» WHAT THE TASK REQUIRES
Exactly reproduce all the records, keeping pictures out of the copy.

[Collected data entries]
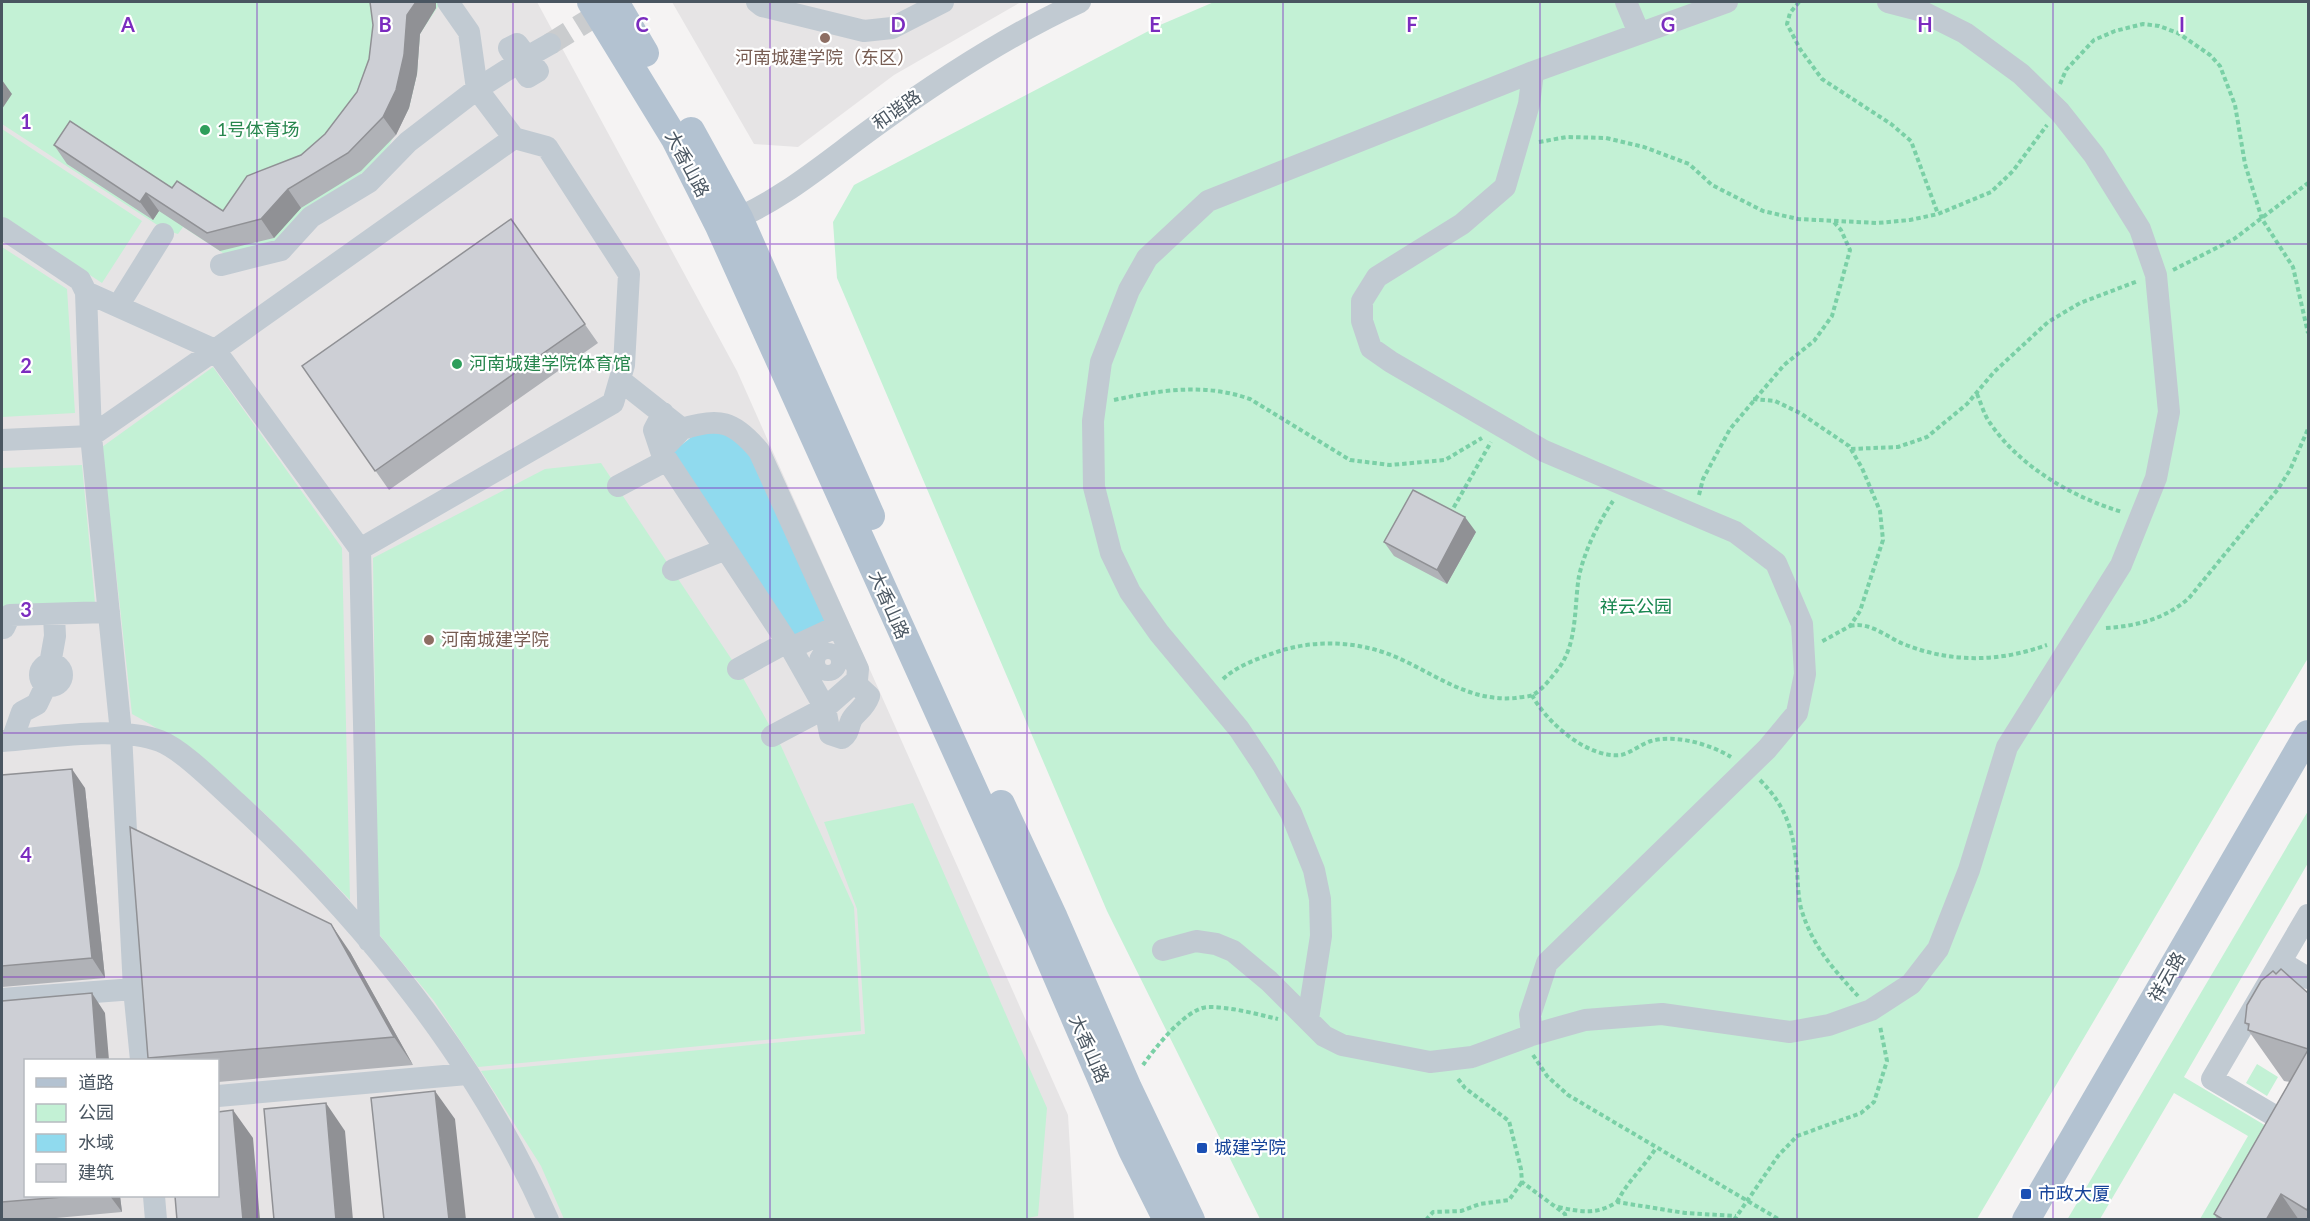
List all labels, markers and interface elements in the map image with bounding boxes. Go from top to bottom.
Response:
text: A [120,12,135,36]
text: B [378,12,392,36]
text: C [635,12,649,36]
text: D [890,12,906,36]
text: E [1149,12,1161,36]
text: F [1406,12,1418,36]
text: G [1661,12,1675,36]
text: H [1917,12,1933,36]
text: I [2179,12,2185,36]
marker: 河南城建学院（东区） [818,31,832,45]
place label: 河南城建学院（东区） [735,46,915,68]
street label: 和谐路 [868,85,925,134]
text: 1 [20,109,32,133]
place label: 1号体育场 [217,118,299,140]
marker: 1号体育场 [198,123,212,137]
street label: 大香山路 [661,127,714,200]
place label: 河南城建学院体育馆 [469,352,631,374]
text: 2 [20,353,32,377]
marker: 河南城建学院体育馆 [450,357,464,371]
street label: 大香山路 [865,567,915,642]
park label: 祥云公园 [1600,595,1672,617]
text: 3 [20,597,32,621]
place label: 河南城建学院 [441,628,549,650]
marker: 河南城建学院 [422,633,436,647]
text: 4 [20,842,32,866]
street label: 祥云路 [2143,948,2189,1005]
street label: 大香山路 [1065,1011,1115,1086]
legend [24,1059,219,1197]
text: 道路 [78,1071,114,1093]
text: 公园 [78,1101,114,1123]
text: 水域 [78,1131,114,1153]
place label: 城建学院 [1214,1136,1286,1158]
marker: 城建学院 [1195,1141,1209,1155]
text: 建筑 [78,1161,114,1183]
place label: 市政大厦 [2038,1182,2110,1204]
marker: 市政大厦 [2019,1187,2033,1201]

» SOLUTION TO THIS PROBLEM
List all labels, markers and interface elements in the map image with bounding boxes. Go from top to bottom.
Response:
text: A [120,12,135,36]
text: B [378,12,392,36]
text: C [635,12,649,36]
text: D [890,12,906,36]
text: E [1149,12,1161,36]
text: F [1406,12,1418,36]
text: G [1661,12,1675,36]
text: H [1917,12,1933,36]
text: I [2179,12,2185,36]
marker: 河南城建学院（东区） [818,31,832,45]
place label: 河南城建学院（东区） [735,46,915,68]
street label: 和谐路 [868,85,925,134]
text: 1 [20,109,32,133]
place label: 1号体育场 [217,118,299,140]
marker: 1号体育场 [198,123,212,137]
street label: 大香山路 [661,127,714,200]
place label: 河南城建学院体育馆 [469,352,631,374]
text: 2 [20,353,32,377]
marker: 河南城建学院体育馆 [450,357,464,371]
street label: 大香山路 [865,567,915,642]
park label: 祥云公园 [1600,595,1672,617]
text: 3 [20,597,32,621]
place label: 河南城建学院 [441,628,549,650]
marker: 河南城建学院 [422,633,436,647]
text: 4 [20,842,32,866]
street label: 祥云路 [2143,948,2189,1005]
street label: 大香山路 [1065,1011,1115,1086]
legend [24,1059,219,1197]
text: 道路 [78,1071,114,1093]
text: 公园 [78,1101,114,1123]
text: 水域 [78,1131,114,1153]
place label: 城建学院 [1214,1136,1286,1158]
marker: 城建学院 [1195,1141,1209,1155]
text: 建筑 [78,1161,114,1183]
place label: 市政大厦 [2038,1182,2110,1204]
marker: 市政大厦 [2019,1187,2033,1201]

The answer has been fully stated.